- **Items from a data source**
---------------
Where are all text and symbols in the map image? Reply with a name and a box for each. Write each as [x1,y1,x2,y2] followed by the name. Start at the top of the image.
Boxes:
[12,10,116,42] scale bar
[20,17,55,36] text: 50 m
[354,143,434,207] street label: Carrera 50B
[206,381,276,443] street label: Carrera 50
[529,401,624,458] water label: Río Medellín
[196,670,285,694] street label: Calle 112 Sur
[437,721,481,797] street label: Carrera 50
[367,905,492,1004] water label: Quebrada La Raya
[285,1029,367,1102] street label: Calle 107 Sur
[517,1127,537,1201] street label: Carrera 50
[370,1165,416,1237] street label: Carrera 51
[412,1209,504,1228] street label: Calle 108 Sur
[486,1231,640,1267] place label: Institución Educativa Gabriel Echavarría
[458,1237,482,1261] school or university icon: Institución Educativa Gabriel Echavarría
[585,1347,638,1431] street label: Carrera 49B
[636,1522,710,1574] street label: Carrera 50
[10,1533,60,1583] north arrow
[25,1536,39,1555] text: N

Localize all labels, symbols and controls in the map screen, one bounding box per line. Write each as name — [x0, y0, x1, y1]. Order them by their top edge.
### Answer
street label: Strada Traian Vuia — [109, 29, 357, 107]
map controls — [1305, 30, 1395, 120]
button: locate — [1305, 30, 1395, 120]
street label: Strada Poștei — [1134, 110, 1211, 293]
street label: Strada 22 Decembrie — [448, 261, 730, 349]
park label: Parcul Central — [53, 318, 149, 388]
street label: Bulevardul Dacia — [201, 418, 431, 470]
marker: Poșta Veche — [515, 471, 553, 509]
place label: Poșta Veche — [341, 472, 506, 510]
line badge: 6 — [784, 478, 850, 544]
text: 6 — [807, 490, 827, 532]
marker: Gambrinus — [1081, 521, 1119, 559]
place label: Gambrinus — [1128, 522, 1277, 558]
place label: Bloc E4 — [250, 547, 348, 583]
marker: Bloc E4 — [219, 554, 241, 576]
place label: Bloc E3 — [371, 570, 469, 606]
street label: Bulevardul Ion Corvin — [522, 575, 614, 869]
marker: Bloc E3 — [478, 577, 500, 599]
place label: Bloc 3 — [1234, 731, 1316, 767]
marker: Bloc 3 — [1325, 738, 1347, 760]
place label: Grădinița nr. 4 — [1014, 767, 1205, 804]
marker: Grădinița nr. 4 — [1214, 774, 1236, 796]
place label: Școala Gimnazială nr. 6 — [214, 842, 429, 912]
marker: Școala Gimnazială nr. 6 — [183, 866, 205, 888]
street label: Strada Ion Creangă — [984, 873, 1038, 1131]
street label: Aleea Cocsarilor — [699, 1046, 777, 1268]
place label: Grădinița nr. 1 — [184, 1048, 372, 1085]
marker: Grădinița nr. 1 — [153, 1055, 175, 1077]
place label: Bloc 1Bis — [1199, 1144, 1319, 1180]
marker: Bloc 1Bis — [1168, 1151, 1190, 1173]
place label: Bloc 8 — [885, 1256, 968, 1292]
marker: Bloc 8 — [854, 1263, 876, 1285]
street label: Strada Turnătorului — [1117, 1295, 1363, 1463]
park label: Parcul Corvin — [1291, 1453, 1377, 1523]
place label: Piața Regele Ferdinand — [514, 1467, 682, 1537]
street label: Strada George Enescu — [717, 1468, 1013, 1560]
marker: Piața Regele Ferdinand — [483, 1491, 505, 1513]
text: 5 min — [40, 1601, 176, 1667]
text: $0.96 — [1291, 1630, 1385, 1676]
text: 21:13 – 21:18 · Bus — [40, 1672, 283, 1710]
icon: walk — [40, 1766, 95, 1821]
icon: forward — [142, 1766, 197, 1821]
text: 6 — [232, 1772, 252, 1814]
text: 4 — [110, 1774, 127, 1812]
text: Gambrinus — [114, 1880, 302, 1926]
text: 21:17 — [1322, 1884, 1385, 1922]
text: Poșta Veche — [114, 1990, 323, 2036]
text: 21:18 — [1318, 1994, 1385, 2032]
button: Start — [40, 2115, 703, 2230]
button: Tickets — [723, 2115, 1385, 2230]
---------------
- **Your assignment**
Could you transcribe the entries exactly, from the first line through the line containing "Localize all labels, symbols", and give nothing more?

- **Result below**
Where are all text and symbols in the map image? Reply with a name and a box for each. Write each as [x1,y1,x2,y2] followed by the name. Start at the top of the image.
Boxes:
[12,10,116,42] scale bar
[20,17,55,36] text: 50 m
[354,143,434,207] street label: Carrera 50B
[206,381,276,443] street label: Carrera 50
[529,401,624,458] water label: Río Medellín
[196,670,285,694] street label: Calle 112 Sur
[437,721,481,797] street label: Carrera 50
[367,905,492,1004] water label: Quebrada La Raya
[285,1029,367,1102] street label: Calle 107 Sur
[517,1127,537,1201] street label: Carrera 50
[370,1165,416,1237] street label: Carrera 51
[412,1209,504,1228] street label: Calle 108 Sur
[486,1231,640,1267] place label: Institución Educativa Gabriel Echavarría
[458,1237,482,1261] school or university icon: Institución Educativa Gabriel Echavarría
[585,1347,638,1431] street label: Carrera 49B
[636,1522,710,1574] street label: Carrera 50
[10,1533,60,1583] north arrow
[25,1536,39,1555] text: N

Localize all labels, symbols and controls in the map screen, one bounding box per line. Write each as name — [x0, y0, x1, y1]. Order them by their top edge.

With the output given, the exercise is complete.